Brief: Make an exact copy of all the entries, with the pictures left out.

Stored entries:

● ● ● ●

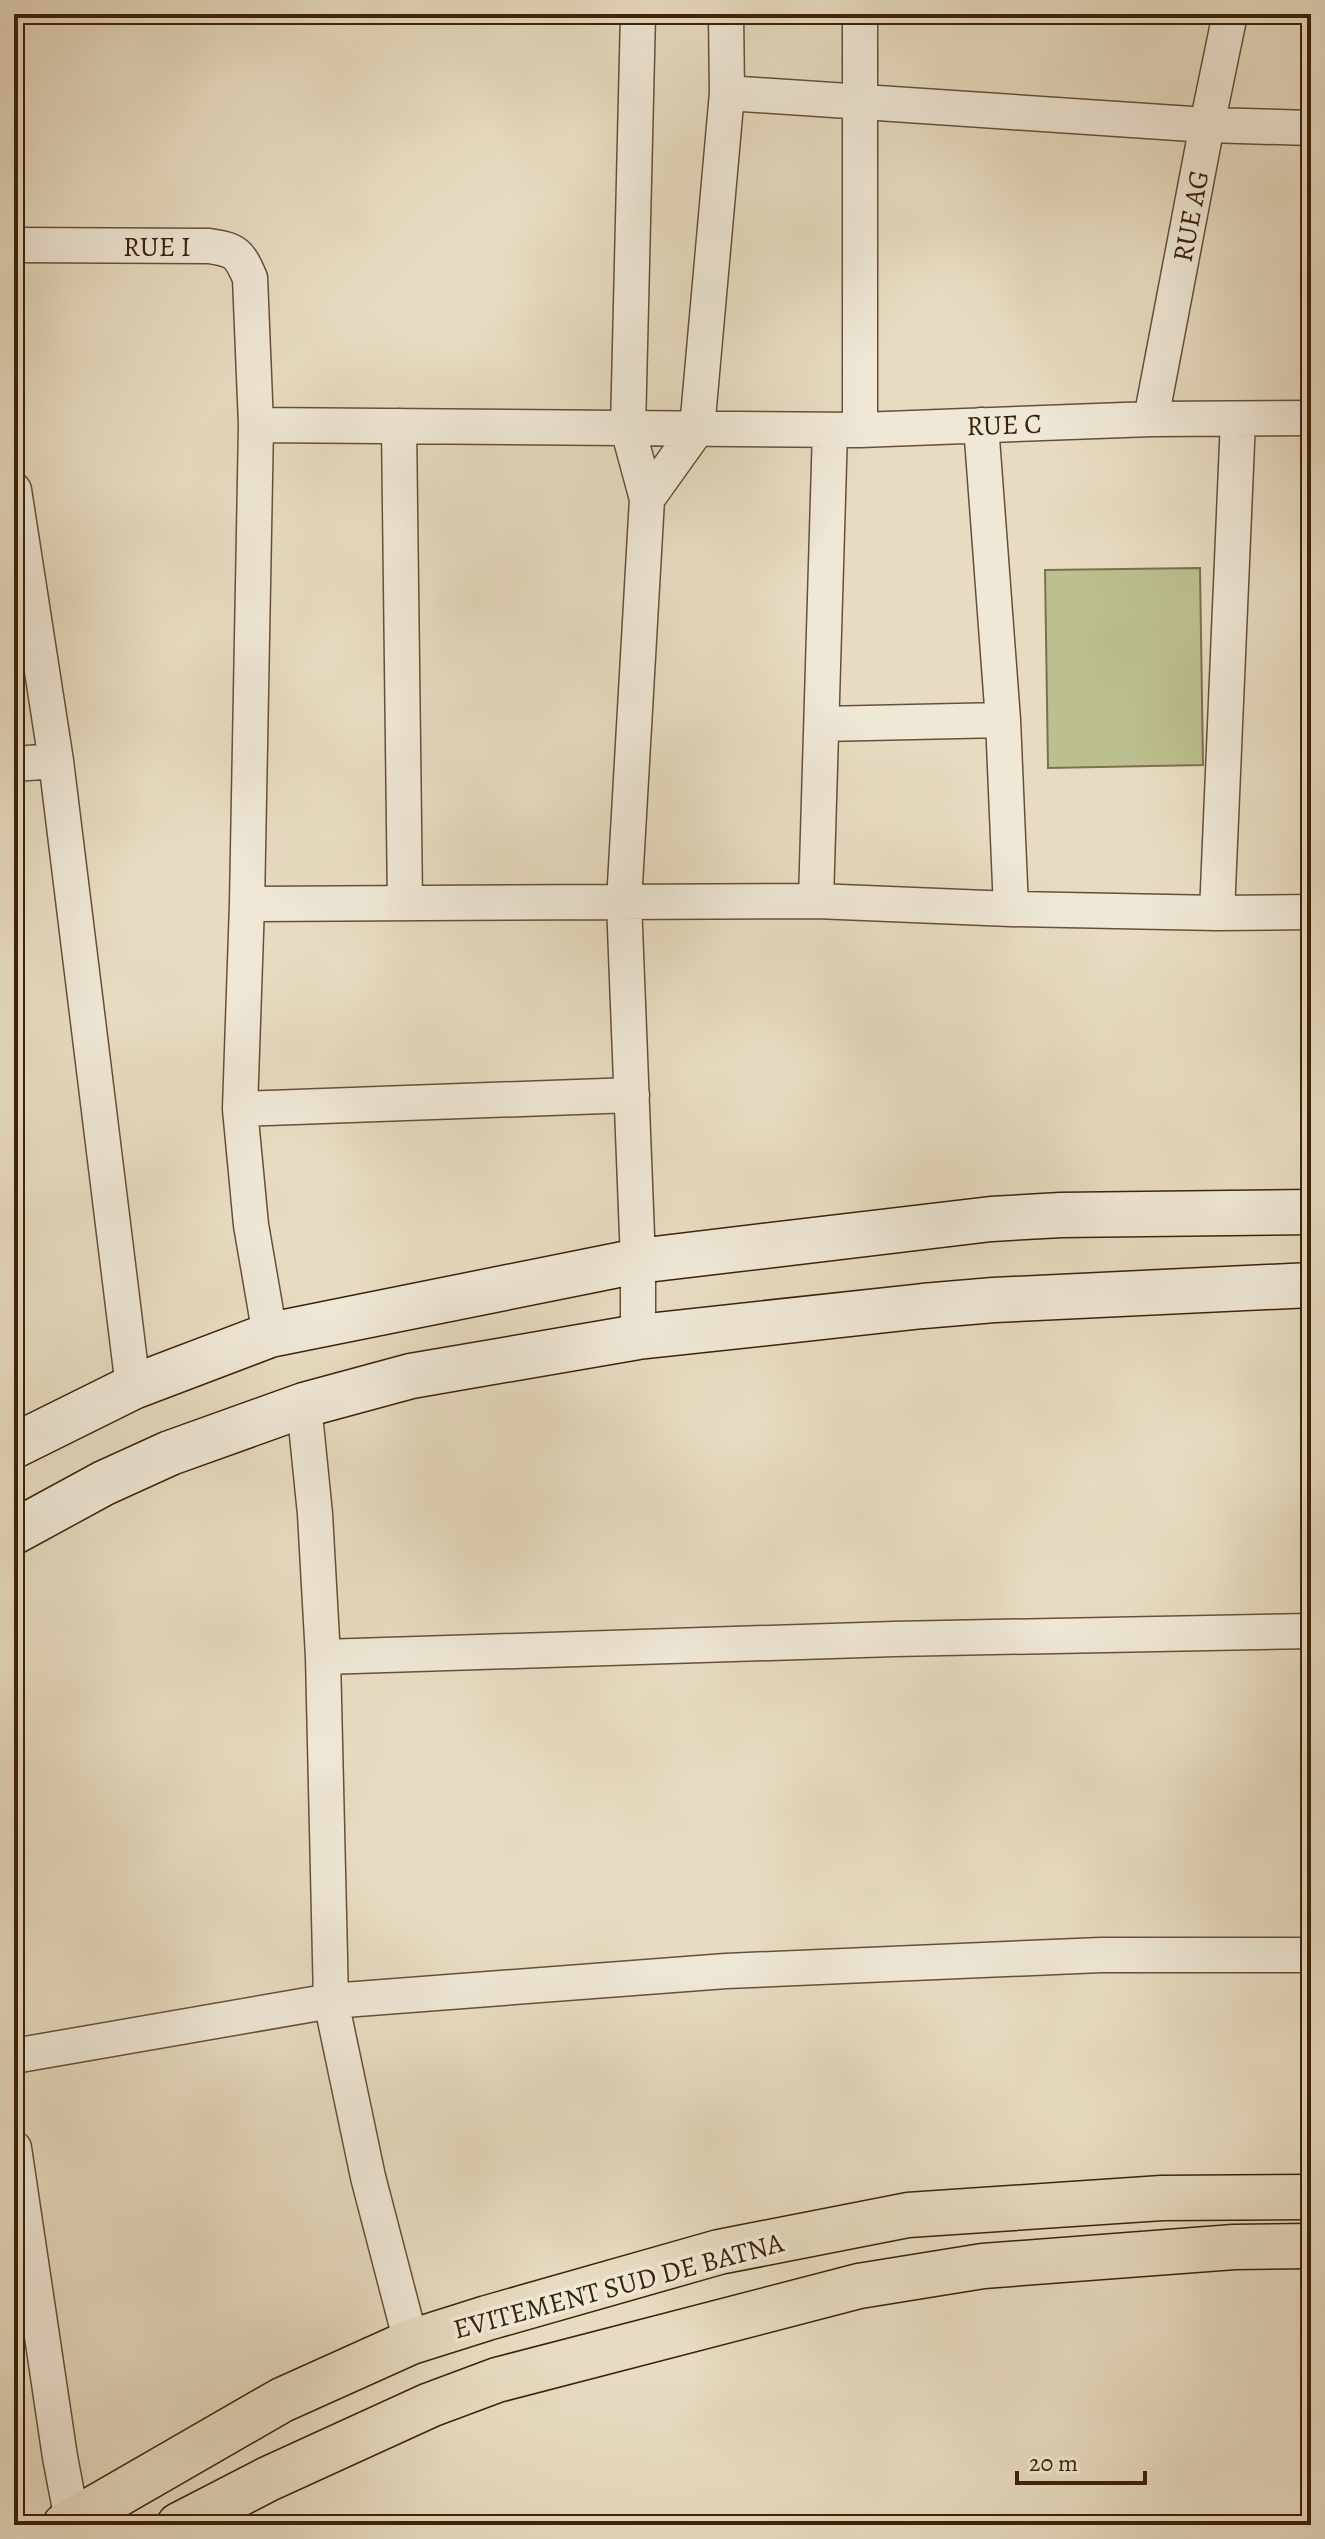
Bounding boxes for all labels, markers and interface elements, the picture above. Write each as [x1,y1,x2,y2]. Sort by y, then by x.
street label: RUE AG [1164,167,1218,265]
street label: RUE I [123,228,191,266]
street label: RUE C [966,405,1042,445]
street label: EVITEMENT SUD DE BATNA [449,2223,788,2348]
scale bar [1017,2435,1145,2485]
text: 20 m [1029,2447,1078,2479]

● ● ● ●

Response below:
Bounding boxes for all labels, markers and interface elements, the picture above. Write each as [x1,y1,x2,y2]. Sort by y, then by x.
street label: RUE AG [1164,167,1218,265]
street label: RUE I [123,228,191,266]
street label: RUE C [966,405,1042,445]
street label: EVITEMENT SUD DE BATNA [449,2223,788,2348]
scale bar [1017,2435,1145,2485]
text: 20 m [1029,2447,1078,2479]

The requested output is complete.